Wrong. As I started filtering the data set (for columns that I didn’t need), my next frustration appeared. I tried to create tables and delete columns, it resulted in massive crashes.


Being a generally impatient person, I would then force-close SQLite. However, as I (very) slowly learnt, that will corrupt the SQL file (or maybe not, but I did not have the energy to figure out why). Nevertheless, that left me in confusion and intense frustration.

After several tries, I had given up trying to filter the data, and wondered if I could directly upload the file into AWS. However, it seemed that AWS RDS only supported MySQL, PostgreSQL, MariaDB, etc. BUT. NOT. SQLITE. I spent several days Googling for alternatives, but most seem too complicated.

All hope was not lost.
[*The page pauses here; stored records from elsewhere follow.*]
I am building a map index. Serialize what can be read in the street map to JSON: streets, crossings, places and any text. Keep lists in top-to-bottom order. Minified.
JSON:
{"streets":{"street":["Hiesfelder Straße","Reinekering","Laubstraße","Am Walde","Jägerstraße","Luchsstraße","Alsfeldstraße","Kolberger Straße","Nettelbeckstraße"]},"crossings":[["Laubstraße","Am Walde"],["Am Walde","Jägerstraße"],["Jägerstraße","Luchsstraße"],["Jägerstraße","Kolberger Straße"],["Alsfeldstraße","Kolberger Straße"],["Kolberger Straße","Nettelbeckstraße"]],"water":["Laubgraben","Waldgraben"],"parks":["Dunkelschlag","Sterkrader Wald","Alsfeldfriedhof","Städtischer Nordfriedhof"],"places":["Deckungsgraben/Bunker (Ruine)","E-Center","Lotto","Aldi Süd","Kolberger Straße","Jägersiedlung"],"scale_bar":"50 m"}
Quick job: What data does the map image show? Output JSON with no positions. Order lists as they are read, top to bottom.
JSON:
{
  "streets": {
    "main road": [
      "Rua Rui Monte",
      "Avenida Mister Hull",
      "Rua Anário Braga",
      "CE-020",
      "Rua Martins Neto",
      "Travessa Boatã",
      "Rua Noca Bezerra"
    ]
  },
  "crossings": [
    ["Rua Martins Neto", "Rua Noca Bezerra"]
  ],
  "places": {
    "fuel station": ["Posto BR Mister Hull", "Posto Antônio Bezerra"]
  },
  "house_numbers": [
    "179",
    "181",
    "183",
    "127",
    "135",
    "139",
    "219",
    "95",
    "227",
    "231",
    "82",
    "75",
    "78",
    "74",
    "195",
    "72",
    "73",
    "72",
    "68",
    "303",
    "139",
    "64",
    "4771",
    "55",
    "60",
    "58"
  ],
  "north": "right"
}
The turning point came during a (very boring) lecture of another module that I was attending. I realised that I do not need to upload the dataset to AWS, but I could bring AWS to me. Instead, I could use Python to access both the SQLite database and Aws Comprehend, and then write the results into a new (clean) CSV file that we can use for visualisations.

Luckily for me, I had experience with Python, so coding the Python script was decently smooth. The first was to connect to AWS. I have an existing AWS Educate account which I used to send requests to AWS Comprehend. After configuring the credentials and AWS SDK locally on my machine, I was able to code a function that takes a text, sends it to Comprehend, and returns the results. The instructions for the code is easy to follow from the documentation.
## script for Sentiment Analysis
def get_sentiment(text):
comprehend = boto3.client(service_name='comprehend', region_name='us-east-1')
response = comprehend.detect_sentiment(Text=text, LanguageCode='en')
response = dict(response)
result = {}
result["sentiment"] = response["Sentiment"]
result["positive"] = response["SentimentScore"]["Positive"]
result["negative"] = response["SentimentScore"]["Negative"]
result["neutral"] = response["SentimentScore"]["Neutral"]
result["mixed"] = response["SentimentScore"]["Mixed"]
result["sentiment_score"] = (result["positive"] - result["negative"]) / 2
return result
Connecting to SQLite needed a bit more research. This link pretty much covered all that I needed to know, and I would highly recommend this for anyone trying out SQLite on Python.
## connect to sqlite database
connection = sqlite3.connect("master.sqlite")
print("opened database successfully")
data = connection.execute("SELECT id, subreddit, body, ups, downs, score FROM comments_cleaned")
The next chunk of code dealt with most of the processes. The biggest takeaway I got from coding this chunk is the error handling. After several executions of the code, I had discovered many errors that I had not expected, and hence had to appropriately handle the error, and rerun the code. Ultimately, the solution that I had come up with was to allow for user input to decide to skip (filter out) that row, or fix the problem locally before processing that row again, without disrupting/terminating the programme.
with open("comments_with_scores_" + str(NUMBER_OF_ROWS) + ".csv", 'w', newline = '') as file:
writer = csv.writer(file)
## create headers
writer.writerow(["id", "subreddit", "body", "ups", "downs", "score", "sentiment", "positive", "negative", "neutral", "mixed", "sentiment_score"])
count = 1
skipped = 0
for row in data:
## get sentiment results
body = row[2]
try:
result = get_sentiment(body)
except botocore.exceptions.ClientError as e:
print(e)
result = 'no-go'
while (result != "ok" and result != 'skip'):
print("type 'ok' or 'skip' to continue")
result = input()
if (result == 'skip'):
skipped += 1
print("error occurred with sentiment analysis, skipping row")
continue
result = get_sentiment(body)
except:
skipped += 1
print("error occurred with sentiment analysis, skipping row")
continue
## write to csv
try:
writer.writerow([count, row[1], row[2], row[3], row[4], row[5], result["sentiment"], result["positive"], result["negative"], result["neutral"], result["mixed"], result["sentiment_score"]])
print("scanned and accessed data index", count)
except:
skipped += 1
print("bad data, cannot write to csv, skipping row")
continue
## maintain count
if count == NUMBER_OF_ROWS:
break
count += 1
Ultimately, the code churned out data sets. I had specified the initial size just in case of future problems, so data sets of 50, 500, 5000. We were ambitious and wanted to go for 1 million rows, but unfortunately it was too time consuming to create and run the code, and my AWS session kept timing out and creating more errors. So we decided to work with around 8000 rows, the largest my computer could churn out. After producing the CSV data sets, I sent them to Ling Hui so we could work on the visualisations together.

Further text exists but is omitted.